Esses ciclos mundiais, de altas e baixas, são uma constante. Você tem produtos que oscilam. O importante é ter um mínimo de planejamento. É preciso estar atento à situação internacional, da economia brasileira, mas é importante estar sempre se mexendo. Nós estamos trabalhando para encontrar novos tipos de minérios. Quando você fala em pedras ornamentais, nós temos o minério, mas não tivemos uma política do estado para a exploração aqui. Esta política foi implantada em Vitória (Espírito Santo), então, nossas pedras vão para lá, onde são trabalhadas e exportadas por lá.

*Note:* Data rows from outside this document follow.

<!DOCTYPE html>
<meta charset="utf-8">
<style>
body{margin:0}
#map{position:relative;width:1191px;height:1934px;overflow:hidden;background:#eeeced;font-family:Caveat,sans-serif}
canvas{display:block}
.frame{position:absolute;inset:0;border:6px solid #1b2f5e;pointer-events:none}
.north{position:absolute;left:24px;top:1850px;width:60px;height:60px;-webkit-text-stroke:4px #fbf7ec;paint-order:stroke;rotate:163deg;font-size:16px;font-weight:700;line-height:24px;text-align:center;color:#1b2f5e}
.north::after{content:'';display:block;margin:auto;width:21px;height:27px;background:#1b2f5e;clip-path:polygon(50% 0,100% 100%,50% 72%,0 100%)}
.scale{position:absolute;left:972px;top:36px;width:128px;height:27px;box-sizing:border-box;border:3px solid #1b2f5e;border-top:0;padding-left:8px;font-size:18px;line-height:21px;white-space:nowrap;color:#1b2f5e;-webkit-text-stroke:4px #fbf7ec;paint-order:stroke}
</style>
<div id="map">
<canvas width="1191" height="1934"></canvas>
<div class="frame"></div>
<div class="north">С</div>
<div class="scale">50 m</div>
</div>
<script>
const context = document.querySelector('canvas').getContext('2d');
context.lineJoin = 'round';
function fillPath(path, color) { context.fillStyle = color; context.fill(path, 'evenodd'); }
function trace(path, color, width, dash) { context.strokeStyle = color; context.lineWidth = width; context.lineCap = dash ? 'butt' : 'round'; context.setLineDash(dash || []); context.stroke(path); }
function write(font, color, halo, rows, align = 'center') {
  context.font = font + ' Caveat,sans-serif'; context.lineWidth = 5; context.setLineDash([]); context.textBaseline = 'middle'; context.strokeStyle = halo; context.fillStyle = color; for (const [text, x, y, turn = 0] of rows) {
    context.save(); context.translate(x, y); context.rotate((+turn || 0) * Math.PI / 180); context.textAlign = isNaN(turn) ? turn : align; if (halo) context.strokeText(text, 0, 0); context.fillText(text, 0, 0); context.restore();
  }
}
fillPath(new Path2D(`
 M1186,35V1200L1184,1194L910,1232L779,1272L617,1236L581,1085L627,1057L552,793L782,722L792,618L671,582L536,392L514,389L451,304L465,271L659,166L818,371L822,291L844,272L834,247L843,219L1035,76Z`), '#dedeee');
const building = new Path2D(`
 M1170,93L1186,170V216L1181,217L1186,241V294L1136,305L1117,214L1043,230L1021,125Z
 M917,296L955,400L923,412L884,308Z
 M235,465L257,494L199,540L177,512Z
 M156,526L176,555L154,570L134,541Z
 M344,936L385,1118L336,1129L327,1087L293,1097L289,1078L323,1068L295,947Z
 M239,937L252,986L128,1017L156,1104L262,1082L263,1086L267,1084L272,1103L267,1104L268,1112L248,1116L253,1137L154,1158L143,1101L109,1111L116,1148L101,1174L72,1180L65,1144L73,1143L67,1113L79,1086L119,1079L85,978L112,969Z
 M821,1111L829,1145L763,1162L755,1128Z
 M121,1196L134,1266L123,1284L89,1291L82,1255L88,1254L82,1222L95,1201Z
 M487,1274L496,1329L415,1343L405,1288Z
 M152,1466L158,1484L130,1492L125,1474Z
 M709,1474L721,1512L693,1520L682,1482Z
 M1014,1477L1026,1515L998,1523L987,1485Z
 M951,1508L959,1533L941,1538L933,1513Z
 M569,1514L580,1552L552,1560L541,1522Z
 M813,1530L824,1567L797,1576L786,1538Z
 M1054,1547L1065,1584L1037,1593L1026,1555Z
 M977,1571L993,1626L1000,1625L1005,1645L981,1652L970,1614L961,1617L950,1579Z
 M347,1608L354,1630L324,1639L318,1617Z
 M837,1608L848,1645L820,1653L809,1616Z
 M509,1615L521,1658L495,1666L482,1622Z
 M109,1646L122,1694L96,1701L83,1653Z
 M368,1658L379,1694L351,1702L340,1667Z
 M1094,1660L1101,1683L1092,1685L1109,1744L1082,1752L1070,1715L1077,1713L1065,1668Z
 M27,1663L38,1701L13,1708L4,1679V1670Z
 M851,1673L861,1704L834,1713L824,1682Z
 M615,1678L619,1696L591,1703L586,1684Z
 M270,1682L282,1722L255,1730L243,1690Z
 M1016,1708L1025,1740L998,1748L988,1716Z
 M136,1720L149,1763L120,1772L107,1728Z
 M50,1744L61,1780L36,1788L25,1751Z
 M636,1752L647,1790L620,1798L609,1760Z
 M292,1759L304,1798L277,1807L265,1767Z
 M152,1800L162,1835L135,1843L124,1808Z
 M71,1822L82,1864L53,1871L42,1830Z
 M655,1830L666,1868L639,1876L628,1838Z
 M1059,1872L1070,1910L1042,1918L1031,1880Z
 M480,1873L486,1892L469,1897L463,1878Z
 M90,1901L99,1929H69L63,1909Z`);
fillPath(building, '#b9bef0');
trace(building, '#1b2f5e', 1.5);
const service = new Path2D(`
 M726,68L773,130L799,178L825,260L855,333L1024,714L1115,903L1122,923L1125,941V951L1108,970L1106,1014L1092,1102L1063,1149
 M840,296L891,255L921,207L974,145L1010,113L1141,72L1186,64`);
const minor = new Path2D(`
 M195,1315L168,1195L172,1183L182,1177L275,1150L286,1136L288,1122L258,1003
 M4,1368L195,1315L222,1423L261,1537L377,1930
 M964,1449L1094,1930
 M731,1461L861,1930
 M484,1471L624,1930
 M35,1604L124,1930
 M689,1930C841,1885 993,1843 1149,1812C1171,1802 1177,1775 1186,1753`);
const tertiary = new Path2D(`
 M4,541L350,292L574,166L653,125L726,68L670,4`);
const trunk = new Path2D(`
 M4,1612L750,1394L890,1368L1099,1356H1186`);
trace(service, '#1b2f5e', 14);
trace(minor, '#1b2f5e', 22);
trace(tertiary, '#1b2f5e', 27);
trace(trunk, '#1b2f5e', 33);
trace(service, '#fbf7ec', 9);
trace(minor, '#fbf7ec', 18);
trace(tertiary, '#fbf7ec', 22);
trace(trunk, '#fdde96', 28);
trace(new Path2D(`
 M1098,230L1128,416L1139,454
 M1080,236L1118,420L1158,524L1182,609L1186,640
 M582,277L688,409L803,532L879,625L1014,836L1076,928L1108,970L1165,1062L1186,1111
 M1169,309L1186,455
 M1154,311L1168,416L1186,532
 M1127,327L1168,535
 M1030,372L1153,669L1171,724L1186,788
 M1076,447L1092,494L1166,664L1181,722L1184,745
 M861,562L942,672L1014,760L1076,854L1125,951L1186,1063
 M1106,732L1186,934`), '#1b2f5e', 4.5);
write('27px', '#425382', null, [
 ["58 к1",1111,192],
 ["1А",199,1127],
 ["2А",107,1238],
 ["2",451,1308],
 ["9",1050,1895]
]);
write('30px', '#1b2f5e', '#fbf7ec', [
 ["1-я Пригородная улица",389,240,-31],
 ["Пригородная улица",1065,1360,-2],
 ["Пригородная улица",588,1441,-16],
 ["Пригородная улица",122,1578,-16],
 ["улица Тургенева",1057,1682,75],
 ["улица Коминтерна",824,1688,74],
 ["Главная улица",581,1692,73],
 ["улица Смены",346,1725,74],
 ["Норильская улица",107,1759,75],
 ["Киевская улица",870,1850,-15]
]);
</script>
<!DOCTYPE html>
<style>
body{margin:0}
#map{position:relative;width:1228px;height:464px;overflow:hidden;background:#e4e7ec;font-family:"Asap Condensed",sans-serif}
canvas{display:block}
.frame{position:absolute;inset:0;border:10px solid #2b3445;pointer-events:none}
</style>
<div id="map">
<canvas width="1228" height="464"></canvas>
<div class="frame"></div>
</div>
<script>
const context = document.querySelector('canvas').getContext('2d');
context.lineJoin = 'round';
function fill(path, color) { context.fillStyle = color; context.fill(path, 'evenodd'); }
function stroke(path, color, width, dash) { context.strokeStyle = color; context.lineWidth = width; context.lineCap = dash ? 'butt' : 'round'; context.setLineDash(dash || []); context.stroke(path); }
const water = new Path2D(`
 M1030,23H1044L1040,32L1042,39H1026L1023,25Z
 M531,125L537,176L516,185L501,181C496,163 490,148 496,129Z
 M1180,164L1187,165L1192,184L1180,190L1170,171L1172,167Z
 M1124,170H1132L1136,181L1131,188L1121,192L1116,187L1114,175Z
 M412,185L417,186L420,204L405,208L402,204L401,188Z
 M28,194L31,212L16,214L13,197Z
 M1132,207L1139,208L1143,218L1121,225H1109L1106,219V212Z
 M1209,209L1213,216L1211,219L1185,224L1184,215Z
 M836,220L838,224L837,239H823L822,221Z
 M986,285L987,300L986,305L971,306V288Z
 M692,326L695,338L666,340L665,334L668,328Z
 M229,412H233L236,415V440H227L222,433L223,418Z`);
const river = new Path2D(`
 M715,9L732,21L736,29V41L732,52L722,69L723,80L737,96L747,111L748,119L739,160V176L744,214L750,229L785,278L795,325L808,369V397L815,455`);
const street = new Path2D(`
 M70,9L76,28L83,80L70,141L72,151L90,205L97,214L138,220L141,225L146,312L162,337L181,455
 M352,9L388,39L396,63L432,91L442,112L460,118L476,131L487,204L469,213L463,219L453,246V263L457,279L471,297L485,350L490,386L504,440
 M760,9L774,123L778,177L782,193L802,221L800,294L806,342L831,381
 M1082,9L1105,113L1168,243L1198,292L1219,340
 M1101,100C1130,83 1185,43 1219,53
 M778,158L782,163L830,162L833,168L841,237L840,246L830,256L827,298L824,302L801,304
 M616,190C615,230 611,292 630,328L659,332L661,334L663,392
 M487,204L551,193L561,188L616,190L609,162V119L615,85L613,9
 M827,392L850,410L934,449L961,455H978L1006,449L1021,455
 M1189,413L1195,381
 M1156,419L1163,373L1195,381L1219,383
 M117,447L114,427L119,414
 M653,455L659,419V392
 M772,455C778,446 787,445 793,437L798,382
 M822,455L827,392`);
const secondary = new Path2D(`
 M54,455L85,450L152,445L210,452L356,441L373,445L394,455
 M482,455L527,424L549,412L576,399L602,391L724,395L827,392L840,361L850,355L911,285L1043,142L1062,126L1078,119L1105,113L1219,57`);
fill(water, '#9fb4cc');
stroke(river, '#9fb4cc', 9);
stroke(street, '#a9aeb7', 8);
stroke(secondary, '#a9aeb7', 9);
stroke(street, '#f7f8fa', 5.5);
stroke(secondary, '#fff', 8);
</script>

É possível reverter este processo?
Com certeza pode-se reverter, mas isto demanda investimentos, mudança de cultura, tudo. Veja, o investimento inicial na área mineral é muito pesado, então esta prospecção que antigamente era o geólogo, com uma bota bonita, uma bússola e um martelo, mudou. O minério que era uma coisinha bem pequenininha, hoje, para confirmar todos os estudos feitos nos últimos anos, você precisa usar uma maquininha. De olho, não se descobre mais nada. Tem que ir lá embaixo. E isso demanda investimento muito grande e o Brasil não é habituado em investimentos nesta área. Para se ter uma ideia, o Brasil, deste tamanho, investe mais em prospecção que o Peru.
Aqui na Bahia, já há algum tempo, se destaca neste processo de pesquisas.
Nós temos um passado muito rico neste trabalho de prospecção, de identificação. Sem sombras de dúvidas, a CBPM é a companhia de pesquisa mineral mais bem dotada do país. Nossa riqueza de publicações é muito maior que a nossa riqueza em jazidas. São momentos que se vive. Eu quero olhar para a frente, espero que este cenário se modifique em breve.